Tornando al verbale di Spatuzza, i pm chiedono “in ordine alle informazioni da lei ricevute da Giuseppe Graviano nel corso dell’incontro al bar Doney in Roma. Lei ha riferito di Silvio Berlusconi e Marcello Dell’Utri come dei soggetti con i quali l’accordo si era concluso, che Graviano le aveva detto che i due erano persone più che affidabili, che l’attentato ai Carabinieri allo stadio Olimpico doveva essere portato a compimento nei termini programmati perché ‘gli dobbiamo dare il colpo di grazia’. Può dirci come entrano le stragi nell’accordo? Nello stesso rientrava la realizzazione delle stragi? A cosa doveva servire l’attentato all’Olimpico?”. Spatuzza in realtà ripete concetti già espressi come: “Graviano disse che serviva portarci dietro un po’ di morti così si ‘davano una scossa’; aggiunse che c’era in piedi una cosa che se andava a buon fine ne avremmo tratto dei benefici anche per i carcerati”. Poi precisa: “Entrammo nel bar Doney, Graviano era tranquillo ed euforico e mi disse come ho più volte riferito ‘abbiamo il paese nelle mani’ (…) l’attentato doveva servire per dargli il colpo di grazia. Nel senso che già la vittima, intesa come lo Stato, al 90 per cento era spacciata, occorreva rafforzare quello che noi avevamo già nelle mani e cioè l’accordo con Berlusconi e Dell’Utri”.

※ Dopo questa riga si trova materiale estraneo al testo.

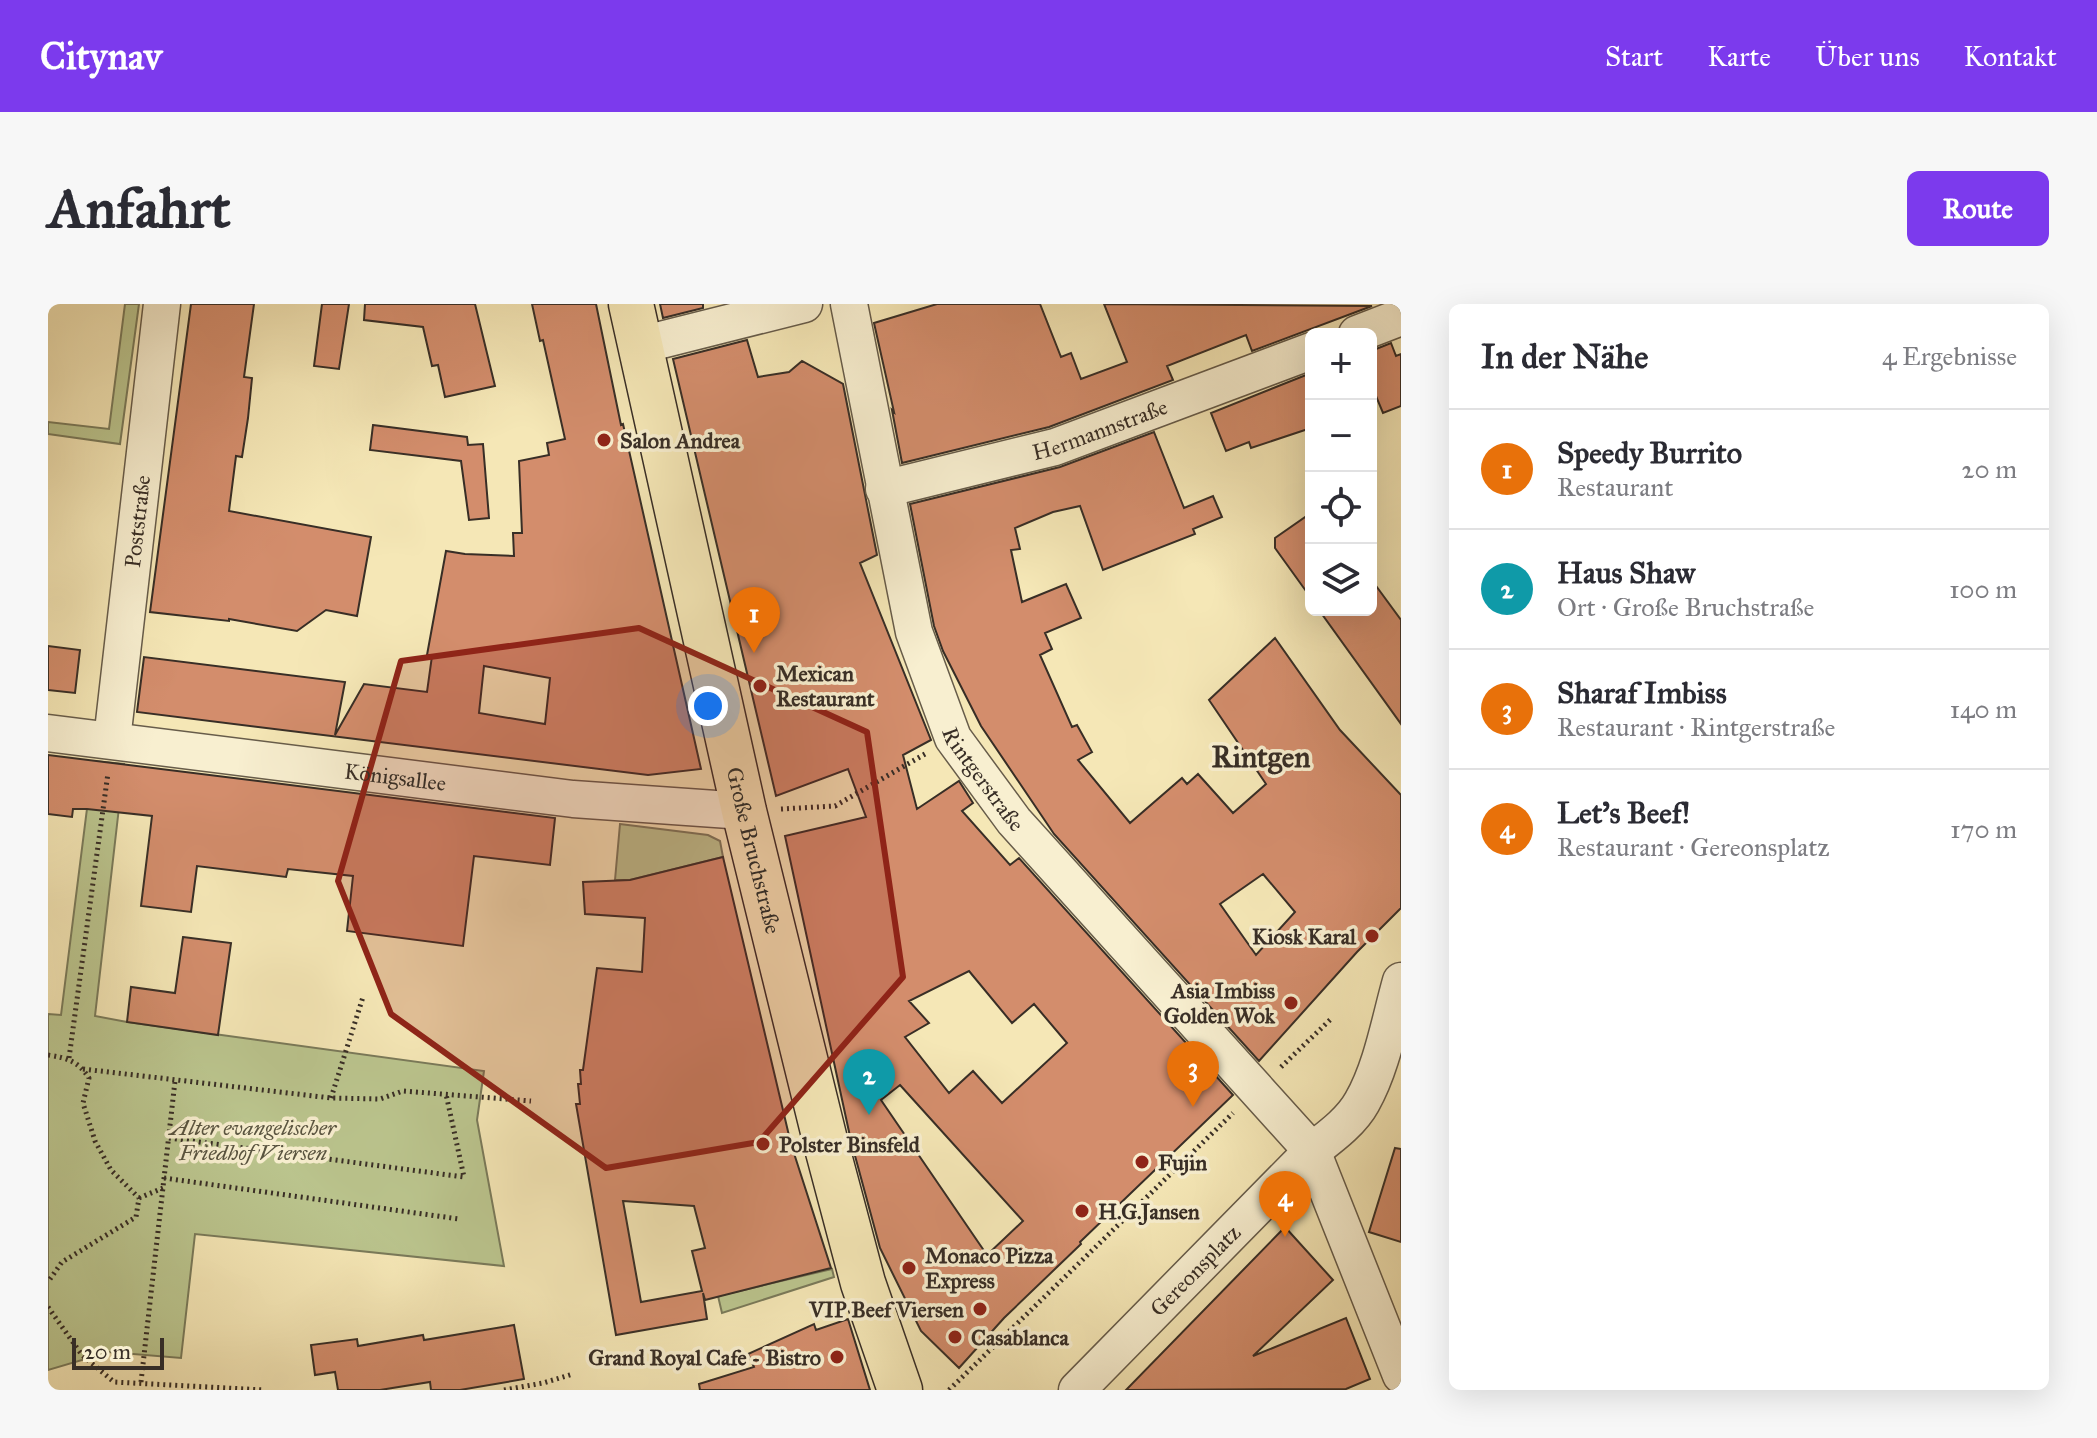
<!DOCTYPE html>
<html lang="de">
<head>
<meta charset="utf-8">
<style>
  body { margin:0; font-family:"IM FELL Great Primer",serif; background:#f7f7f7; color:#2b2b33 }
  .controls { position:absolute; right:24px; top:24px; display:grid; overflow:hidden; border-radius:12px; box-shadow:0 8px 32px #0002 }
  .controls button { width:72px; height:72px; display:grid; place-items:center; padding:0; border:0; border-bottom:2px solid #e1e1e2; background:#fff; color:#2b2b33; font:40px sans-serif }
  .scale { position:absolute; left:24px; bottom:20px; width:92px; box-sizing:border-box; padding-left:8px; border:4px solid #382e26; border-top:0; font-size:22px; line-height:28px; white-space:nowrap; color:#382e26; -webkit-text-stroke:6px #f8efd0; paint-order:stroke }
  .you { position:absolute; left:660px; top:402px; width:28px; height:28px; margin:-20px; border:6px solid #fff; border-radius:50%; background:#1a73e8; box-shadow:0 0 0 12px #1a73e833 }
  .badge { display:grid; place-items:center; width:52px; height:52px; border-radius:50%; background:#7c3aed; color:#fff; font-size:26px; font-weight:700 }
  .pin { position:absolute; translate:-50% -66px; filter:drop-shadow(0 2px 4px #0008) }
  .pin::after { content:''; position:absolute; top:42px; width:28px; height:24px; background:inherit; clip-path:polygon(0 0,100% 0,50% 100%) }
  .list { margin:0; padding:0; list-style:none }
  h2 { display:flex; justify-content:space-between; align-items:center; height:104px; margin:0; padding:0 32px; font-size:34px }
  h2 small { font-size:26px; font-weight:400; color:#7c7c81 }
  .list li { display:grid; grid-template-columns:52px 1fr auto; gap:24px; align-items:center; box-sizing:border-box; height:120px; padding:0 32px; border-top:2px solid #e1e1e2 }
  .list b { display:block; font-size:30px; white-space:nowrap }
  .list p { margin:0; font-size:26px; white-space:nowrap; color:#7c7c81 }
  .list em { font-size:26px; font-style:normal; color:#7c7c81 }
  .icon { flex:none; width:44px; height:44px; fill:none; stroke:currentColor; stroke-width:2; stroke-linecap:round; stroke-linejoin:round }
  .map { position:relative; flex:none; width:1353px; height:1086px; overflow:hidden; border-radius:12px }
  header { display:flex; align-items:center; gap:48px; box-sizing:border-box; height:112px; padding:0 40px; background:#7c3aed; color:#fff }
  header strong { font-size:38px }
  nav { display:flex; gap:44px; margin-inline-start:auto; font-size:28px }
  .intro { display:flex; align-items:center; justify-content:space-between; box-sizing:border-box; height:192px; padding:0 48px }
  h1 { margin:0; font-size:56px }
  .button { padding:20px 36px; border-radius:12px; background:#7c3aed; color:#fff; font-size:28px; font-weight:700 }
  main { display:flex; gap:48px; padding:0 48px }
  aside { flex:1; background:#fff; border-radius:12px; box-shadow:0 8px 32px #0002 }
  .map>svg:first-child { display:block }
  .green { fill:#bbc58e; stroke:#7a7a5a; stroke-width:2 }
  .building { fill:#d38d6c; stroke:#382e26; stroke-width:2; fill-rule:evenodd }
  .lines { fill:none; stroke-linecap:round; stroke-linejoin:round }
  .minor-casing { stroke:#675c4a; stroke-width:39 }
  .major-casing { stroke:#382e26; stroke-width:47 }
  .path { stroke:#382e26; stroke-width:5; stroke-dasharray:2 4; stroke-linecap:butt }
  .minor { stroke:#f8efd0; stroke-width:36 }
  .major { stroke:#f5e7b6; stroke-width:44 }
  .marked { fill:#8f2418; fill-opacity:0.2; stroke:#8f2418; stroke-width:6; stroke-linejoin:round }
  .poi-dot { fill:#8f2418; stroke:#f8efd0; stroke-width:3 }
  .labels { text-anchor:middle; stroke-width:7; stroke-linejoin:round; paint-order:stroke }
  .street-label { font-size:22px; fill:#382e26; stroke:#f8efd0 }
  .poi-label { font-size:22px; font-weight:bold; fill:#382e26; stroke:#f8efd0; text-anchor:start }
  .park-label { font-size:22px; font-style:italic; fill:#595440; stroke:#f8efd0 }
  .district-label { font-size:30px; font-weight:bold; fill:#382e26; stroke:#f8efd0 }
</style>
</head>
<body>
<header>
<strong>Citynav</strong>
<nav><a>Start</a><a>Karte</a><a>Über uns</a><a>Kontakt</a></nav>
</header>
<div class="intro"><h1>Anfahrt</h1><a class="button">Route</a></div>
<main>
<div class="map">
<svg width="1353" height="1086" viewBox="0 0 1353 1086">
  <rect width="100%" height="100%" fill="#f5e7b6"/>
  <filter id="stains"><feTurbulence type="fractalNoise" baseFrequency=".0025" numOctaves="4"/><feColorMatrix values="0 0 0 0 .2 0 0 0 0 .09 0 0 0 0 .02 0 0 0 .5 -.17"/></filter>
  <radialGradient id="worn" r=".72"><stop offset=".6" stop-color="#630" stop-opacity="0"/><stop offset="1" stop-color="#630" stop-opacity=".3"/></radialGradient>
  <path class="green" d="M77 0H91L72 140 0 130V118L61 125Z
    M45 457 76 460 47 712 79 718 436 767 429 816 456 962 147 930 133 1054 61 1048 0 1066V710L13 711Z
    M572 520 660 531 672 537 675 553 582 576H567Z
    M784 965 786 973 674 1009 670 992Z"/>
  <path class="building" d="M143 0H206L196 73 204 74 200 114 194 153 188 152 181 207 323 233 309 312 278 306 249 327 181 315V317L102 308Z
    M274 0H301L291 65 266 62Z
    M317 0H427L447 82 397 93 390 61 384 62 375 23 316 16Z
    M484 0H548L573 121 575 120 653 465 600 471 89 408 96 353 297 378 287 431 316 380 379 388 384 352 379 351 398 247 417 250 466 252 465 229H474L471 157 501 151 499 139 517 135 495 36 492 37ZM436 362 502 374 497 420 431 409Z
    M612 0H655V4L615 14Z
    M889 0H992L1013 53 1023 49 1033 75 1079 58 1056 0 1324 2 1204 47 1198 31 1119 62 1125 76 1001 123 854 159 844 106 846 108 826 19Z
    M699 36 710 73 741 68 754 57 795 80 829 251 812 259 883 436 855 451 869 505 911 477 925 499 914 507 962 561 971 554 1185 791 1032 938 1033 940 956 1014 911 1064 873 1027 832 944 803 837 737 532 818 513 800 465 728 492 625 55ZM921 667 964 719 986 700 1019 739 954 799 925 767 901 789 857 733 881 719 861 697ZM852 781 975 917 939 951 833 796Z
    M1343 39 1348 52 1353 50V102L1335 109 1328 92 1323 94V47Z
    M1263 69V124L1203 144 1201 138 1178 147 1163 109Z
    M325 121 419 133 420 141 435 140 441 214 421 216 413 157 322 146Z
    M1106 128 1136 204 1165 192 1174 213 1145 225 1147 230 1055 266 1032 202 1005 208 967 224 972 245 963 246 974 298 1018 280 1033 314 997 329 1004 345 992 351 1024 423 1029 421 1044 448 1030 456 1082 519 1134 474 1139 480 1150 470 1185 509 1218 480 1161 396 1227 334 1292 426 1353 491V604L1309 648 1211 757 1006 530 933 422 895 347 886 322 862 200 1012 163ZM1215 570 1247 608 1208 651 1172 600Z
    M1263 209V294L1227 244V234Z
    M1323 275 1353 316V420L1271 306H1323Z
    M0 342 32 346 27 389 0 386Z
    M0 451 507 514 502 561 426 552 415 642 299 627 305 572 240 565 238 573 149 562 143 608 93 602 104 512 39 505H25L24 513 0 510Z
    M675 553 743 840 783 964 657 996 655 989 659 1015 568 1031 528 800H532L530 780H533L532 766H535L549 664 594 668 597 614 537 610 535 578 582 576ZM575 897 646 902 657 944 644 947 654 987 593 998Z
    M135 633 183 639 170 731 79 718 83 683 127 689Z
    M1347 844 1353 845V938L1321 928Z
    M1237 923 1285 976 1205 1052 1298 1014 1322 1075 1298 1085 1078 1086Z
    M800 1015 822 1086H652L651 1080 706 1063 700 1050 766 1020 768 1026Z
    M466 1021 476 1075 412 1086H383L382 1078 332 1086H290L287 1068 267 1071 263 1041 309 1035 310 1042 375 1031 376 1036Z"/>
  <g class="lines">
    <g class="minor-casing">
      <g id="minor">
        <path id="s1" d="M801 0 866 328 905 434 966 517 1264 847 1353 1071"/>
        <path d="M1309 30 1353 13"/>
        <path d="M593 41 756 0"/>
        <path id="s2" d="M836 185 1007 143 1263 47"/>
        <path id="s3" d="M0 429 525 495 696 507"/>
        <path id="s4" d="M64 436 114 0"/>
        <path id="s5" d="M1029 1086 1264 847C1282 833 1303 818 1314 798 1334 763 1342 716 1353 677"/>
      </g>
    </g>
    <g class="major-casing">
      <g id="major">
        <path id="s6" d="M583 0 696 507 778 840 815 979 852 1086"/>
      </g>
    </g>
    <path class="path" d="M733 505 787 502 877 450
      M0 751C19 754 30 757 41 774L35 799 47 837 63 866 91 894 88 913 14 958 0 978
      M21 754 60 469
      M1233 763 1284 714
      M35 765 283 794 332 795 355 787 483 797
      M283 794 315 693
      M121 834 416 873 398 790
      M116 874 411 915
      M91 894 115 884
      M0 1003 34 1051 66 1078 216 1086
      M93 1078 127 777
      M456 1086 495 1079 525 1070
      M901 1086 1185 809"/>
    <use href="#minor" class="minor"/>
    <use href="#major" class="major"/>
  </g>
  <path class="marked" d="M591 324 819 428 855 673 711 838 558 864 343 710 290 577 353 357Z"/>
  <g class="poi-dot">
    <circle cx="556" cy="136" r="8"/>
    <circle cx="712" cy="382" r="8"/>
    <circle cx="1324" cy="632" r="8"/>
    <circle cx="1243" cy="699" r="8"/>
    <circle cx="715" cy="840" r="8"/>
    <circle cx="1094" cy="858" r="8"/>
    <circle cx="1034" cy="907" r="8"/>
    <circle cx="861" cy="964" r="8"/>
    <circle cx="932" cy="1005" r="8"/>
    <circle cx="907" cy="1033" r="8"/>
    <circle cx="789" cy="1053" r="8"/>
  </g>
  <g class="labels">
    <g class="street-label">
      <text dy="8" stroke="none"><textPath href="#s2" startOffset="224">Hermannstraße</textPath></text>
      <text dy="8" stroke="none"><textPath href="#s4" startOffset="220">Poststraße</textPath></text>
      <text dy="8" stroke="none"><textPath href="#s3" startOffset="350">Königsallee</textPath></text>
      <text dy="8" stroke="none"><textPath href="#s1" startOffset="498">Rintgerstraße</textPath></text>
      <text dy="8" stroke="none"><textPath href="#s6" startOffset="560">Große Bruchstraße</textPath></text>
      <text dy="8" stroke="none"><textPath href="#s5" startOffset="168">Gereonsplatz</textPath></text>
    </g>
    <g class="poi-label">
      <text x="572" y="144">Salon Andrea</text>
      <text x="728" y="377">Mexican<tspan x="728" dy="25">Restaurant</tspan></text>
      <text x="1308" y="640" text-anchor="end">Kiosk Karal</text>
      <text x="1227" y="694" text-anchor="end">Asia Imbiss<tspan x="1227" dy="25">Golden Wok</tspan></text>
      <text x="731" y="848">Polster Binsfeld</text>
      <text x="1110" y="866">Fujin</text>
      <text x="1050" y="915">H.G.Jansen</text>
      <text x="877" y="959">Monaco Pizza<tspan x="877" dy="25">Express</tspan></text>
      <text x="916" y="1013" text-anchor="end">VIP Beef Viersen</text>
      <text x="923" y="1041">Casablanca</text>
      <text x="773" y="1061" text-anchor="end">Grand Royal Cafe - Bistro</text>
    </g>
    <g class="park-label">
      <text x="205" y="831">Alter evangelischer<tspan x="205" dy="25">Friedhof Viersen</tspan></text>
    </g>
    <g class="district-label">
      <text x="1213" y="463">Rintgen</text>
    </g>
  </g>
  <rect width="100%" height="100%" filter="url(#stains)"/>
  <rect width="100%" height="100%" fill="url(#worn)"/>
</svg>
<div class="controls">
<button>+</button>
<button>−</button>
<button><svg class="icon" aria-label="locate" viewBox="0 0 24 24"><circle cx="12" cy="12" r="6"/><path d="M12 2v4M12 18v4M2 12h4M18 12h4"/></svg></button>
<button><svg class="icon" aria-label="layers" viewBox="0 0 24 24"><path d="M12 4l9 5-9 5-9-5zM3 14l9 5 9-5"/></svg></button>
</div>
<div class="scale">20 m</div>
<div class="you"></div>
<div class="pin badge" style="left:706px;top:349px;background:#e8710a">1</div>
<div class="pin badge" style="left:821px;top:811px;background:#0f9aa8">2</div>
<div class="pin badge" style="left:1145px;top:803px;background:#e8710a">3</div>
<div class="pin badge" style="left:1237px;top:933px;background:#e8710a">4</div>
</div>
<aside>
<h2>In der Nähe<small>4 Ergebnisse</small></h2>
<ul class="list">
<li><span class="badge" style="background:#e8710a">1</span><div><b>Speedy Burrito</b><p>Restaurant</p></div><em>20 m</em></li>
<li><span class="badge" style="background:#0f9aa8">2</span><div><b>Haus Shaw</b><p>Ort · Große Bruchstraße</p></div><em>100 m</em></li>
<li><span class="badge" style="background:#e8710a">3</span><div><b>Sharaf Imbiss</b><p>Restaurant · Rintgerstraße</p></div><em>140 m</em></li>
<li><span class="badge" style="background:#e8710a">4</span><div><b>Let's Beef!</b><p>Restaurant · Gereonsplatz</p></div><em>170 m</em></li>
</ul>
</aside>
</main>
</body>
</html>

I pm chiedono: “Graviano le disse se aveva incontrato Silvio Berlusconi e-o Marcello Dell’Utri o comunque lo comprese se vi fosse stato l’incontro?”. Risposta di Spatuzza: “No, non mi disse di aver incontrato tali persone ma da come era euforico posso dire che qualcuno poco tempo prima gli aveva dato informazioni che lo avevano reso così”. Spatuzza non è stato ritenuto attendibile sull’incontro al Doney dalla Corte di Appello che ha poi condannato Dell’Utri nel 2010 per concorso esterno in associazione mafiosa ma lo ha assolto per i fatti dopo il 1992. La sentenza di Cassazione contro Dell’Utri colloca Berlusconi come una vittima e non come un imputato. Ciononostante non è una medaglia per un candidato al Quirinale.

La sentenza è stata depositata al Tribunale del Riesame dai pm di Firenze per puntellare i sequestri presso terzi e l’accusa contro Dell’Utri e Berlusconi per le stragi del 1993. Nella nota di deposito del pm Tescaroli è riportato un estratto che resta attuale. La Cassazione nel passaggio citato dal pm descrive “un accordo che prevedeva la corresponsione da parte di Berlusconi di rilevanti somme di denaro in cambio della protezione accordata da parte di Cosa Nostra palermitana. Tale accordo era fonte di reciproco vantaggio per le parti che ad esso avevano aderito grazie all’impegno profuso dal Dell’Utri”.